* Exercise brief:
The response must consist of all the records, retyped exactly.

* Excerpted data:
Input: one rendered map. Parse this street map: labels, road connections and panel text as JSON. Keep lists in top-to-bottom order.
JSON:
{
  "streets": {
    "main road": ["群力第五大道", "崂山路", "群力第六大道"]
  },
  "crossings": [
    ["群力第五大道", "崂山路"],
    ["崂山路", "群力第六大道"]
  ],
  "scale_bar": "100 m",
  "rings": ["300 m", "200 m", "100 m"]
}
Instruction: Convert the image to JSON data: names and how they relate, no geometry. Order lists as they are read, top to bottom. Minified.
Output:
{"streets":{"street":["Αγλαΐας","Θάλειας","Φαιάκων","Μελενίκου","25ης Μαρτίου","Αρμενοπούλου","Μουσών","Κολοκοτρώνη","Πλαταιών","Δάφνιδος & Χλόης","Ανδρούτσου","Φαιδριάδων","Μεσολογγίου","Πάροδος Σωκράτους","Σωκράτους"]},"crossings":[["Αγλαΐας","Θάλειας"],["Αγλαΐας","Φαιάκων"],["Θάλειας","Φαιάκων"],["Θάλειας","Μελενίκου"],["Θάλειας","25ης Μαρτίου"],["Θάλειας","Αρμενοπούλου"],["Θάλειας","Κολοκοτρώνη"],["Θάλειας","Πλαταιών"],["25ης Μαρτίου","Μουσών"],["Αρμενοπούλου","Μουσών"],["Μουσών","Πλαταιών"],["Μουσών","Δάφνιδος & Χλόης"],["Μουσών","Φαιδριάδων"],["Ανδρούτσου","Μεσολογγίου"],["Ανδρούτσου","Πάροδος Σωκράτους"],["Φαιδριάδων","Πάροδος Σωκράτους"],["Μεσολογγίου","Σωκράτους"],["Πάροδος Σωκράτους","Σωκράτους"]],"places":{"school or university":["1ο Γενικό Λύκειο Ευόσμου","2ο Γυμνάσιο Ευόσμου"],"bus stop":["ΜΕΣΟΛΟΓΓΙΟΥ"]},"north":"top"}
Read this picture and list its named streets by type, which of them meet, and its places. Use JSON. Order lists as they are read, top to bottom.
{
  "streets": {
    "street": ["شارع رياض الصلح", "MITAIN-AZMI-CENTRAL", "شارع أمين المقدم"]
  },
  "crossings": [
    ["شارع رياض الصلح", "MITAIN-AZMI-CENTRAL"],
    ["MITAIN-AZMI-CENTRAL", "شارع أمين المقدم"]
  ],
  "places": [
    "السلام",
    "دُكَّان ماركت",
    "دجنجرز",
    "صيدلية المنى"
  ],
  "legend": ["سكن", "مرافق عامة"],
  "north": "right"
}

* Answer area:
Input: one rendered map. Parse this street map: labels, road connections and panel text as JSON. Keep lists in top-to-bottom order.
JSON:
{
  "streets": {
    "main road": ["群力第五大道", "崂山路", "群力第六大道"]
  },
  "crossings": [
    ["群力第五大道", "崂山路"],
    ["崂山路", "群力第六大道"]
  ],
  "scale_bar": "100 m",
  "rings": ["300 m", "200 m", "100 m"]
}
Instruction: Convert the image to JSON data: names and how they relate, no geometry. Order lists as they are read, top to bottom. Minified.
Output:
{"streets":{"street":["Αγλαΐας","Θάλειας","Φαιάκων","Μελενίκου","25ης Μαρτίου","Αρμενοπούλου","Μουσών","Κολοκοτρώνη","Πλαταιών","Δάφνιδος & Χλόης","Ανδρούτσου","Φαιδριάδων","Μεσολογγίου","Πάροδος Σωκράτους","Σωκράτους"]},"crossings":[["Αγλαΐας","Θάλειας"],["Αγλαΐας","Φαιάκων"],["Θάλειας","Φαιάκων"],["Θάλειας","Μελενίκου"],["Θάλειας","25ης Μαρτίου"],["Θάλειας","Αρμενοπούλου"],["Θάλειας","Κολοκοτρώνη"],["Θάλειας","Πλαταιών"],["25ης Μαρτίου","Μουσών"],["Αρμενοπούλου","Μουσών"],["Μουσών","Πλαταιών"],["Μουσών","Δάφνιδος & Χλόης"],["Μουσών","Φαιδριάδων"],["Ανδρούτσου","Μεσολογγίου"],["Ανδρούτσου","Πάροδος Σωκράτους"],["Φαιδριάδων","Πάροδος Σωκράτους"],["Μεσολογγίου","Σωκράτους"],["Πάροδος Σωκράτους","Σωκράτους"]],"places":{"school or university":["1ο Γενικό Λύκειο Ευόσμου","2ο Γυμνάσιο Ευόσμου"],"bus stop":["ΜΕΣΟΛΟΓΓΙΟΥ"]},"north":"top"}
Read this picture and list its named streets by type, which of them meet, and its places. Use JSON. Order lists as they are read, top to bottom.
{
  "streets": {
    "street": ["شارع رياض الصلح", "MITAIN-AZMI-CENTRAL", "شارع أمين المقدم"]
  },
  "crossings": [
    ["شارع رياض الصلح", "MITAIN-AZMI-CENTRAL"],
    ["MITAIN-AZMI-CENTRAL", "شارع أمين المقدم"]
  ],
  "places": [
    "السلام",
    "دُكَّان ماركت",
    "دجنجرز",
    "صيدلية المنى"
  ],
  "legend": ["سكن", "مرافق عامة"],
  "north": "right"
}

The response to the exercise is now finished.